FULL FRAME: Filmmaker is subject of ‘Evolution of a Criminal’
Filmmaker Darius Clark Monroe turned the camera on his own life and the aftermath of robbing a bank as a teenager in “Evolution of a Criminal,” which screened Friday at the Full Frame Documentary Film Festival.
“When we think of criminals, what do we imagine they look like?” Monroe asked during a question-and-answer session after the screening at the Durham Convention Center.
When Monroe was 16, he and two classmates robbed a bank in Houston. He served three years in prison. A decade after the crime, Monroe interviewed not only his family and accomplices about that time, but a customer at the bank during the robbery.
“Evolution of a Criminal” also shows Monroe approaching two other bank customers to apologize for what he did as a teenager. He explains in the film that by his teen years, he realized that his parents were barely making ends meet working three jobs between them. Robbing a bank seemed to be a solution to financial struggles. Through reenactment footage and narrative by Monroe and the two other men – Trei, the driver, and Pierre, the gunman – audiences see how the robbery unfolded during a school day.
Monroe also interviews the assistant district attorney who prosecuted his case, a teacher and the high school security guard who heard the hallway rumors of the crime. It paints a compelling, comprehensive picture of what happened a decade ago. Monroe turns the camera on himself occasionally, too, and lets out tears as he talks about his family, what he did and the time he served from 1998 to 2001.

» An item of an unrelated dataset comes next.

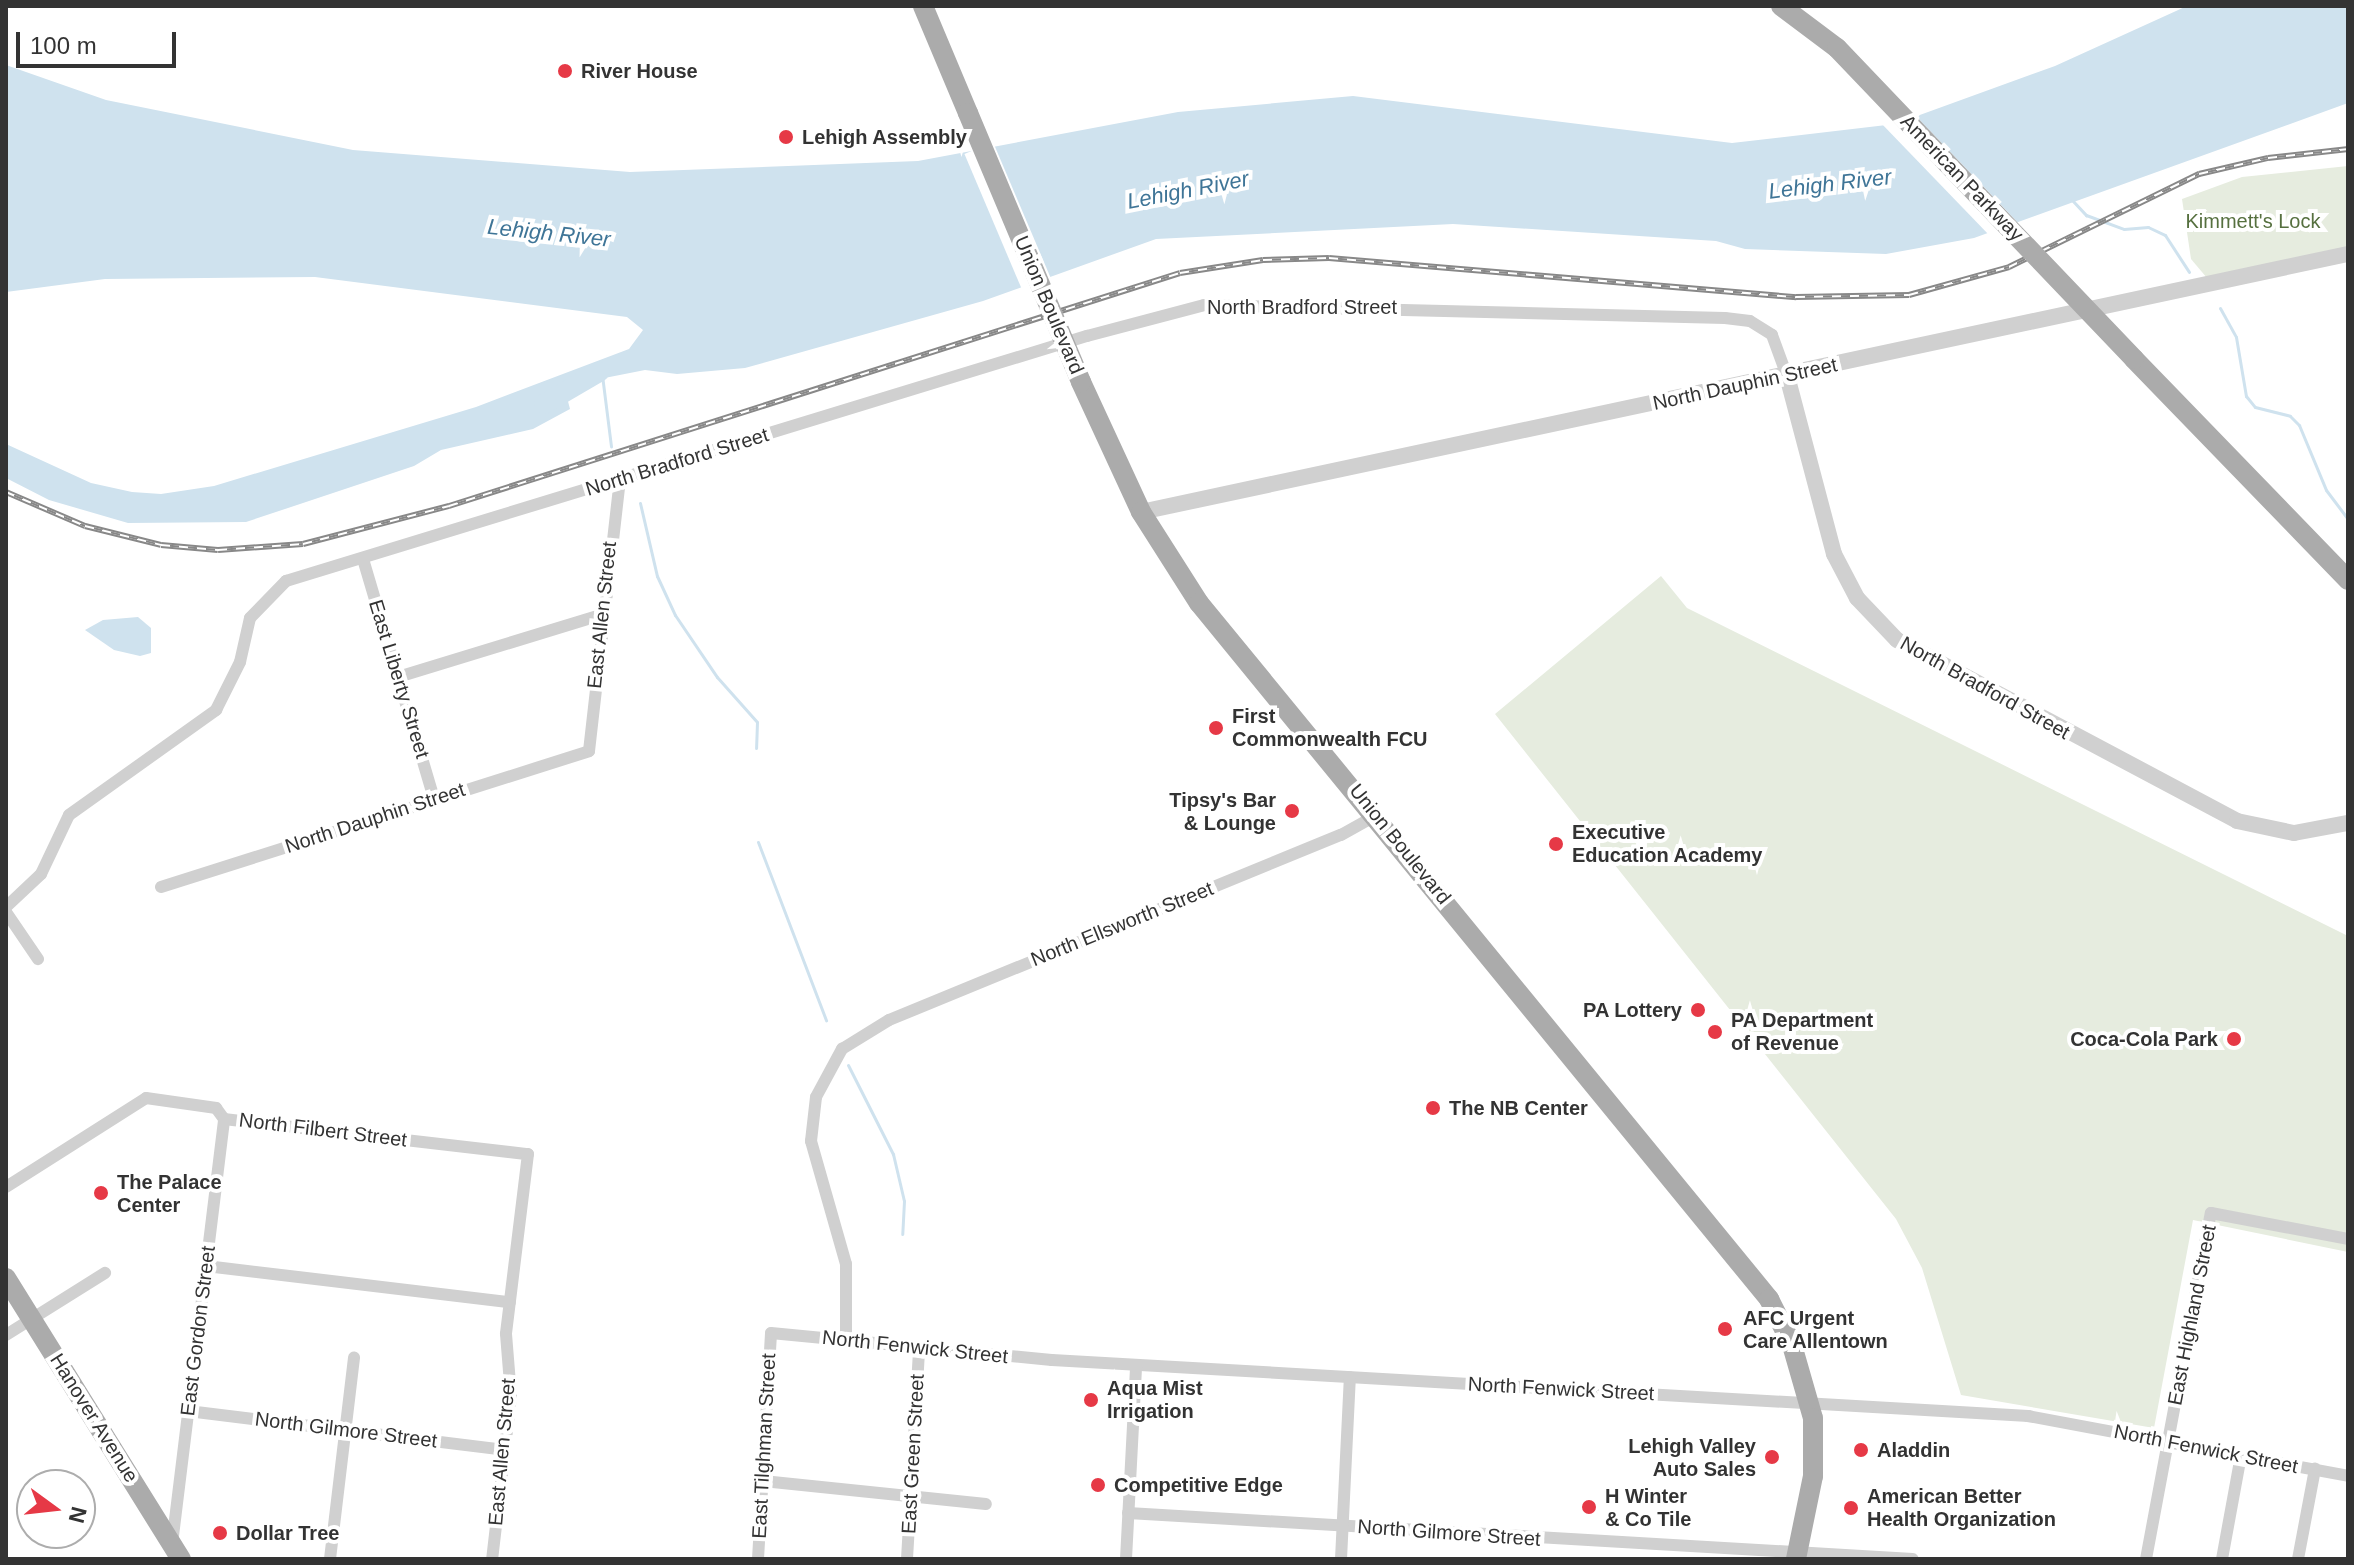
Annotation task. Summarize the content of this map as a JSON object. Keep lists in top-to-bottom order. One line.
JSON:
{"streets":{"main road":["American Parkway","Union Boulevard","Hanover Avenue"],"street":["North Bradford Street","North Dauphin Street","East Allen Street","East Liberty Street","North Ellsworth Street","North Filbert Street","East Highland Street","East Gordon Street","North Fenwick Street","North Gilmore Street","East Tilghman Street","East Green Street"]},"crossings":[["Union Boulevard","North Dauphin Street"],["Union Boulevard","North Ellsworth Street"],["Union Boulevard","North Fenwick Street"],["Union Boulevard","North Gilmore Street"],["North Bradford Street","North Dauphin Street"],["North Bradford Street","East Allen Street"],["North Bradford Street","East Liberty Street"],["North Dauphin Street","East Allen Street"],["North Dauphin Street","East Liberty Street"],["East Allen Street","North Filbert Street"],["East Allen Street","North Gilmore Street"],["North Ellsworth Street","North Fenwick Street"],["North Filbert Street","East Gordon Street"],["East Highland Street","North Fenwick Street"],["East Gordon Street","Hanover Avenue"],["East Gordon Street","North Gilmore Street"],["North Fenwick Street","East Tilghman Street"],["North Fenwick Street","East Green Street"]],"water":["Lehigh River"],"parks":["Kimmett's Lock"],"places":["River House","Lehigh Assembly","First Commonwealth FCU","Tipsy's Bar & Lounge","Executive Education Academy","PA Lottery","PA Department of Revenue","Coca-Cola Park","The NB Center","The Palace Center","AFC Urgent Care Allentown","Aqua Mist Irrigation","Aladdin","Lehigh Valley Auto Sales","Competitive Edge","H Winter & Co Tile","American Better Health Organization","Dollar Tree"],"scale_bar":"100 m","north":"right"}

One bank customer, Ned, a pastor, tells Monroe that during the robbery he’d never been so scared in his life.
After the screening, audience questions ranged from what it was like in prison to how he got Pierre, the gunman, to agree to being interviewed for the film.
It was during those three years in prison that Monroe decided he wanted to be a filmmaker. Other teenagers and young men serving time in the maximum security Texas prison planned their futures, too, even if serving long sentences, he said.
Monroe made “Evolution of a Criminal” while at film student at New York University. His professors did not know about his past before seeing a film trailer, and they too are interviewed on screen. They were surprised about Monroe’s past.
As for Pierre, before filming, Monroe hadn’t seen him since the robbery 10 years earlier.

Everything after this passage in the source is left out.